#### [Task instructions]
Check every line of the data for the string "turn" and copy the ones that have it.

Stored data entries
################
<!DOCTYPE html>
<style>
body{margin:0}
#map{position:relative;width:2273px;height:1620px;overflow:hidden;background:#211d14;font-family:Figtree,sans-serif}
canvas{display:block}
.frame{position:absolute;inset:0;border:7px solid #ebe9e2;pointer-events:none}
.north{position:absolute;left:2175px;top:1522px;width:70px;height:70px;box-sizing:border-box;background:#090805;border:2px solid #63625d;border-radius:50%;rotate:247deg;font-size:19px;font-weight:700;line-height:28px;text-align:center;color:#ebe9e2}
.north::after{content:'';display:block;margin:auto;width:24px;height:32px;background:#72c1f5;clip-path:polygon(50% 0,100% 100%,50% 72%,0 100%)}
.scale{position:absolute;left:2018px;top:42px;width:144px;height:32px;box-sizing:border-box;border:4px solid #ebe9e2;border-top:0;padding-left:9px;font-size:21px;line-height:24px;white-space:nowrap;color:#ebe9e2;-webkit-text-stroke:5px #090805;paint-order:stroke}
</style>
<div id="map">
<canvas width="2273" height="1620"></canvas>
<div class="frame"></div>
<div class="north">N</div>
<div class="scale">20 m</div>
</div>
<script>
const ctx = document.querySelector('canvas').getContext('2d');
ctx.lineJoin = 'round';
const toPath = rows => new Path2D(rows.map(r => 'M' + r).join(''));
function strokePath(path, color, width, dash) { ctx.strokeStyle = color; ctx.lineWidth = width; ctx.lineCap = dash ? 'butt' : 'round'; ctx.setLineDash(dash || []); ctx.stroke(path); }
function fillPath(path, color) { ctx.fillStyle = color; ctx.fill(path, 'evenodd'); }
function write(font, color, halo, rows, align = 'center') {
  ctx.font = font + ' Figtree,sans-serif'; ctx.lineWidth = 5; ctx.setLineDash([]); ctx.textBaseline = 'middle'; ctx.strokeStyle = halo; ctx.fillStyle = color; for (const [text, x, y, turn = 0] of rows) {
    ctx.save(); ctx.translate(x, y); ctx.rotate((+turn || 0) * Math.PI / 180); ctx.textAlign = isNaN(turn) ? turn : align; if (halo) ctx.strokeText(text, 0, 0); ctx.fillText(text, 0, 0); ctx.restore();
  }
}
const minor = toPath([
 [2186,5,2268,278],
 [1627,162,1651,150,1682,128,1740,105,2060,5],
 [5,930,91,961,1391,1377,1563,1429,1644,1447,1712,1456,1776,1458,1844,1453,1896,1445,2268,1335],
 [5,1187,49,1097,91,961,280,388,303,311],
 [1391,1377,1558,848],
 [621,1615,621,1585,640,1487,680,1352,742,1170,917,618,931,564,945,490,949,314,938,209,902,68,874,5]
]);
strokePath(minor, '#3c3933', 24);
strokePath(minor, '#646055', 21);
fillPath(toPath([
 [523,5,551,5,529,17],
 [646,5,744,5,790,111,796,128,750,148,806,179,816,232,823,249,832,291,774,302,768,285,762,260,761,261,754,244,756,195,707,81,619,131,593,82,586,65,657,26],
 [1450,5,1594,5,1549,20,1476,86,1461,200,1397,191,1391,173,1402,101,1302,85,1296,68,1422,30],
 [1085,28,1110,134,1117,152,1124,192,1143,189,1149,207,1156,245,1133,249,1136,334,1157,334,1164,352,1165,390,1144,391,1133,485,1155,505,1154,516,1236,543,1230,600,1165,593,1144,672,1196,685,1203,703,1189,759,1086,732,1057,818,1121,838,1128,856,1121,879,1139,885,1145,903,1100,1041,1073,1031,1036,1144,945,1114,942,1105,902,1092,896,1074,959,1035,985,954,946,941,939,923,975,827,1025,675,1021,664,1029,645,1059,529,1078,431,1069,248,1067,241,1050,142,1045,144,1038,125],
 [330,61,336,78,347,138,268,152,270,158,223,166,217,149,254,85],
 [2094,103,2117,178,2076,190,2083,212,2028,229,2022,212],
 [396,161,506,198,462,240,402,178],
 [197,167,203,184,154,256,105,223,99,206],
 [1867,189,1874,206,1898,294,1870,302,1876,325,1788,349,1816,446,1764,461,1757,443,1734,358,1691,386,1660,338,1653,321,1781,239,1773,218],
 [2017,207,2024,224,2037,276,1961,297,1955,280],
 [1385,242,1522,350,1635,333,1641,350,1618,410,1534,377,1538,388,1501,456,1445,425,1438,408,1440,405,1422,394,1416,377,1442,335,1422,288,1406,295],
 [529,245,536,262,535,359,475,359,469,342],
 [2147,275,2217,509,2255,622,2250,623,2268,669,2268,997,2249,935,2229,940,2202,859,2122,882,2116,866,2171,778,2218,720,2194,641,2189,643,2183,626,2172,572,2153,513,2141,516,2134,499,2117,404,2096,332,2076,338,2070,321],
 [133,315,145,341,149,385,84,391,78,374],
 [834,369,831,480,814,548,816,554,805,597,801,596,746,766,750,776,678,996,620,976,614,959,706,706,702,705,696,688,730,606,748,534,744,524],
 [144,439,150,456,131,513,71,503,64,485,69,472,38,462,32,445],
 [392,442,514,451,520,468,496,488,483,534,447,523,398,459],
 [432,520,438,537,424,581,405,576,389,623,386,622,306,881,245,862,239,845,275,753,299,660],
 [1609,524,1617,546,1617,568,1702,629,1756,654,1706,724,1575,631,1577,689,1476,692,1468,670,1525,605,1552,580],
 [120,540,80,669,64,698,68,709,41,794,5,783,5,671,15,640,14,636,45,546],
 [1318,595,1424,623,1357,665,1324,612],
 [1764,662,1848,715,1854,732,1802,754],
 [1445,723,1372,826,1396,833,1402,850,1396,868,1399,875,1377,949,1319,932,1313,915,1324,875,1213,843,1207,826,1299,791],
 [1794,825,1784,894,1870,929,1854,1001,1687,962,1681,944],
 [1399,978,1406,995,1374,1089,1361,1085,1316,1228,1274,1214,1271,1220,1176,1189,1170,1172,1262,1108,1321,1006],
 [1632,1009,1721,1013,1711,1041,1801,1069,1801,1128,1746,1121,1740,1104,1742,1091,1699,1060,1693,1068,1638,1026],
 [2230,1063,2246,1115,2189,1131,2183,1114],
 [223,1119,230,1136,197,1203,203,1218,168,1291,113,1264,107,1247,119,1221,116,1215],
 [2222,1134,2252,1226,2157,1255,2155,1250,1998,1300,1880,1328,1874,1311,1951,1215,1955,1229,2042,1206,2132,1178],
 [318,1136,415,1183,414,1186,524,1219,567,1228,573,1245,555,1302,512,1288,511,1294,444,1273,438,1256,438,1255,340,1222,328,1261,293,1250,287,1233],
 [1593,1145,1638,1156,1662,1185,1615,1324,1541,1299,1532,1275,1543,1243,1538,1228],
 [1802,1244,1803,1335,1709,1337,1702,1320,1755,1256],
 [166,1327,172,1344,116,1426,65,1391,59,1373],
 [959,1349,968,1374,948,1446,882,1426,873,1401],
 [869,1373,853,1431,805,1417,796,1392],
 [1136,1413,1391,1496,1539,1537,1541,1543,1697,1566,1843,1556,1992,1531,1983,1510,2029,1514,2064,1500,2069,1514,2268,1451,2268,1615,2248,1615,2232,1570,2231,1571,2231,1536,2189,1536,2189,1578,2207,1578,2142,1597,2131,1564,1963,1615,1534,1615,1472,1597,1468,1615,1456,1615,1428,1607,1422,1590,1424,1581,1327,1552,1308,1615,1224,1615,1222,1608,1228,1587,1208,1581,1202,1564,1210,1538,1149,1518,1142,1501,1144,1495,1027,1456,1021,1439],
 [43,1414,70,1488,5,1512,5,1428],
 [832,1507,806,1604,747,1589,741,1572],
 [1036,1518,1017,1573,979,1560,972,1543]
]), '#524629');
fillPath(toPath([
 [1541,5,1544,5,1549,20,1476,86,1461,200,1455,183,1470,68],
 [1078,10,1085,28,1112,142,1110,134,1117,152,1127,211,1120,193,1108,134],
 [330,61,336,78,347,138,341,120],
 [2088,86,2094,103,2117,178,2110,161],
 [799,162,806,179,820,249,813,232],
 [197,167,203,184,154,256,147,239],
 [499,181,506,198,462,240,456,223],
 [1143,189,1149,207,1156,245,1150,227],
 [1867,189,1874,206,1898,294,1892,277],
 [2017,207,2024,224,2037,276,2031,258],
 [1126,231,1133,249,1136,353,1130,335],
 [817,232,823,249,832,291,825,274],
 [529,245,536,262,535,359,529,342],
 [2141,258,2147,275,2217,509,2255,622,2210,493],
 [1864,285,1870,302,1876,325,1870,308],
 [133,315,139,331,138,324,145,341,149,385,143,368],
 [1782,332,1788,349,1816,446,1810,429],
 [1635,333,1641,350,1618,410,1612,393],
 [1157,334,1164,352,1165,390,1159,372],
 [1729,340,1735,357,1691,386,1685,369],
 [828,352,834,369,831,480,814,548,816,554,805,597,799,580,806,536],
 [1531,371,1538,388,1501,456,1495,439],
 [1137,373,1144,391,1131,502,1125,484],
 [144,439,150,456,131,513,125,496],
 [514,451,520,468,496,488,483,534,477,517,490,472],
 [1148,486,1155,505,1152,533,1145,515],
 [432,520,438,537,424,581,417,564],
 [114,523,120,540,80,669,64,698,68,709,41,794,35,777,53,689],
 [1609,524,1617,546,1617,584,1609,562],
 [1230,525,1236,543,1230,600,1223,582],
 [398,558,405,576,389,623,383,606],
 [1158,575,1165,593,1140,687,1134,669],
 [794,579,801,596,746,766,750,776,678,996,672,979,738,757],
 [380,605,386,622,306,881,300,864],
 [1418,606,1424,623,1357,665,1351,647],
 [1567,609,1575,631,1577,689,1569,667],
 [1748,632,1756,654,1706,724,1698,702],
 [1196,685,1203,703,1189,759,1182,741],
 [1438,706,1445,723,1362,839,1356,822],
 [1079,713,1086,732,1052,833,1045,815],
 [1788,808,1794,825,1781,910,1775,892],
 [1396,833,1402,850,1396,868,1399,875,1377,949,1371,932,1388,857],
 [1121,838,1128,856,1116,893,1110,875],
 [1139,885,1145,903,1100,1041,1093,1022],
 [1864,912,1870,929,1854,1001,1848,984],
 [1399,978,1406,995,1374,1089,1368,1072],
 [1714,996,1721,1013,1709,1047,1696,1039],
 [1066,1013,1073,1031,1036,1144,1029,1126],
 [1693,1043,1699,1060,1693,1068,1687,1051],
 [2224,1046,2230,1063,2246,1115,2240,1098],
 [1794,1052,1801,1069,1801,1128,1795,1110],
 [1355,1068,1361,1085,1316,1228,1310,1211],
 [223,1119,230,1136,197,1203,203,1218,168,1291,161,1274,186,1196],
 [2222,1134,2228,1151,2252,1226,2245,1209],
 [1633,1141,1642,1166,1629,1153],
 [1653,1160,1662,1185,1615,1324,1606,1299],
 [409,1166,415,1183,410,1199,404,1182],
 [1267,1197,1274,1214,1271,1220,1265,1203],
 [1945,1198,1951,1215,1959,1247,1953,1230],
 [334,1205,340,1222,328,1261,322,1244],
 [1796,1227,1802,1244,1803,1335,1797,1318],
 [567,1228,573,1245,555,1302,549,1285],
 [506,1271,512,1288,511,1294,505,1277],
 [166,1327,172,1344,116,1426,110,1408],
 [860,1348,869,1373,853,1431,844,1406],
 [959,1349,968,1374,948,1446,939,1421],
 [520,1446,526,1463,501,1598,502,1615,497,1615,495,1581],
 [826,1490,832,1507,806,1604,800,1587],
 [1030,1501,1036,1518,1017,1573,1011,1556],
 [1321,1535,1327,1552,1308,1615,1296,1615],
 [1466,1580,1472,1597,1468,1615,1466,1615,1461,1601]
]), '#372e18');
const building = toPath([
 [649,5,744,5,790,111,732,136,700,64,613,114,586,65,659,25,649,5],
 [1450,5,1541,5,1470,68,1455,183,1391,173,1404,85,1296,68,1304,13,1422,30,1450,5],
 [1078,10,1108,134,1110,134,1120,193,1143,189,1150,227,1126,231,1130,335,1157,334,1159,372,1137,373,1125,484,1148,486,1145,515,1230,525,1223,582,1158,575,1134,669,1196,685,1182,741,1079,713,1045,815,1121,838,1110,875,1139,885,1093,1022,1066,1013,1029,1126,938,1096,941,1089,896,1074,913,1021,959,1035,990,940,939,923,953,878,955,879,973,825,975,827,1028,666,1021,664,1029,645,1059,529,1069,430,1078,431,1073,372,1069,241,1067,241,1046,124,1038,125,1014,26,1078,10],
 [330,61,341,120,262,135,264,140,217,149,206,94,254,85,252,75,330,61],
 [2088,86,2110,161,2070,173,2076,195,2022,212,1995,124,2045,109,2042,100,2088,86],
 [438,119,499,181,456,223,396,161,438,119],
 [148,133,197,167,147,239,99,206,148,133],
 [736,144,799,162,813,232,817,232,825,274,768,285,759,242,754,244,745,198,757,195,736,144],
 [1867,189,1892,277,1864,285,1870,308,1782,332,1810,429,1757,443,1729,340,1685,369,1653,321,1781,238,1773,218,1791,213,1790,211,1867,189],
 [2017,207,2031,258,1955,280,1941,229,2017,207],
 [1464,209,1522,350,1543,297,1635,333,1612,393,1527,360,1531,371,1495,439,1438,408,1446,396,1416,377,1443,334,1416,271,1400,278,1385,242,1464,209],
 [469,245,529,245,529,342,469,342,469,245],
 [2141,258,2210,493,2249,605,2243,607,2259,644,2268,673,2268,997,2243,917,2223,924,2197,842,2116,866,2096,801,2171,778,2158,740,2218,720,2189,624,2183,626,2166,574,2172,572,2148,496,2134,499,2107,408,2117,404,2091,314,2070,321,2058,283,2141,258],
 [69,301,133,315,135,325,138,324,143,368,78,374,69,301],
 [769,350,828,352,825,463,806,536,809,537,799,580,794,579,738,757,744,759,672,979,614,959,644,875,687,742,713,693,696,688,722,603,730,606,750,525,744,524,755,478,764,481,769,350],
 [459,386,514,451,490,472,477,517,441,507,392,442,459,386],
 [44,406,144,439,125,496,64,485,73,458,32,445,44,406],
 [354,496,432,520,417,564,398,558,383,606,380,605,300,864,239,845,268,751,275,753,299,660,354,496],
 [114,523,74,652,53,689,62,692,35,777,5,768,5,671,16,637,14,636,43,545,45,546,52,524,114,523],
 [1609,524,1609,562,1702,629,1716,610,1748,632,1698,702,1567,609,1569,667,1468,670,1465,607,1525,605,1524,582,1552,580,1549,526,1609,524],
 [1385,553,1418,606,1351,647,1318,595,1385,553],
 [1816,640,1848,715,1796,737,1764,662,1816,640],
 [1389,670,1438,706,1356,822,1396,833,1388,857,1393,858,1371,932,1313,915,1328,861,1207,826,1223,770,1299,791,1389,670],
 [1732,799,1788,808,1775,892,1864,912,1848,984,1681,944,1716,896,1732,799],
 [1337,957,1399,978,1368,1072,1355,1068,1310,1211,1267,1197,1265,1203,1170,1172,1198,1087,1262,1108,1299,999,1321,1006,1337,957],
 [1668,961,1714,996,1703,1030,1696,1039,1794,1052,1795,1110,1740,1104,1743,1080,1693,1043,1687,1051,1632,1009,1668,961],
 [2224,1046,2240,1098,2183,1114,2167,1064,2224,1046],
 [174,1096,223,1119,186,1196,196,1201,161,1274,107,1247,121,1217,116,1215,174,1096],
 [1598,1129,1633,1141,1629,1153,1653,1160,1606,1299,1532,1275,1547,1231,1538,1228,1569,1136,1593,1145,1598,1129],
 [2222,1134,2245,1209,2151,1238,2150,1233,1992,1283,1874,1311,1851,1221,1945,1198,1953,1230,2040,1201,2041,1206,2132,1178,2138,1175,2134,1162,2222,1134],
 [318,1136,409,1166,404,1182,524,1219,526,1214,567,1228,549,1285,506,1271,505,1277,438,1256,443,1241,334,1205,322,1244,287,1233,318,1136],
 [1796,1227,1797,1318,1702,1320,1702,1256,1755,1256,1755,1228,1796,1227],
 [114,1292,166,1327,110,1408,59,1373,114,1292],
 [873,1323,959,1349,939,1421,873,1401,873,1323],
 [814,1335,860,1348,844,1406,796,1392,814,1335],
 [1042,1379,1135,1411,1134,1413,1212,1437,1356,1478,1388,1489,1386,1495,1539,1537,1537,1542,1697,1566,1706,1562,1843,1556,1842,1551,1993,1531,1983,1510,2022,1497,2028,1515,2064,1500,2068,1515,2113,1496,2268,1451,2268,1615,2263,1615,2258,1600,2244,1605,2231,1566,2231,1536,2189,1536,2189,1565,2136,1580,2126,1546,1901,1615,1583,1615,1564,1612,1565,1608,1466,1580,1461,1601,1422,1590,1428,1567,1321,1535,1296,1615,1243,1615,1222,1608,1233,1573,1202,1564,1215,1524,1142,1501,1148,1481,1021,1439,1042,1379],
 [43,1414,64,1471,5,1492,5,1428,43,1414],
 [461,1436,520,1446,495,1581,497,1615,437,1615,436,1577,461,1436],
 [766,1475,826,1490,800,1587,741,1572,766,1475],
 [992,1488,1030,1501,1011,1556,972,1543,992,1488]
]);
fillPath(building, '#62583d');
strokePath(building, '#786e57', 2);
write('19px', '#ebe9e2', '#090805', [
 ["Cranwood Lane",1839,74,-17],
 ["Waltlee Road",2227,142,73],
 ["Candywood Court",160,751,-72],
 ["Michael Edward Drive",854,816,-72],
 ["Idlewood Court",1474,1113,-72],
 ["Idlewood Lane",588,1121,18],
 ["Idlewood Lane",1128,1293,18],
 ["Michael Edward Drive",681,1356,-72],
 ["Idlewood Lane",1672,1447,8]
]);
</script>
################
#### [Result of this task]
  ctx.font = font + ' Figtree,sans-serif'; ctx.lineWidth = 5; ctx.setLineDash([]); ctx.textBaseline = 'middle'; ctx.strokeStyle = halo; ctx.fillStyle = color; for (const [text, x, y, turn = 0] of rows) {
    ctx.save(); ctx.translate(x, y); ctx.rotate((+turn || 0) * Math.PI / 180); ctx.textAlign = isNaN(turn) ? turn : align; if (halo) ctx.strokeText(text, 0, 0); ctx.fillText(text, 0, 0); ctx.restore();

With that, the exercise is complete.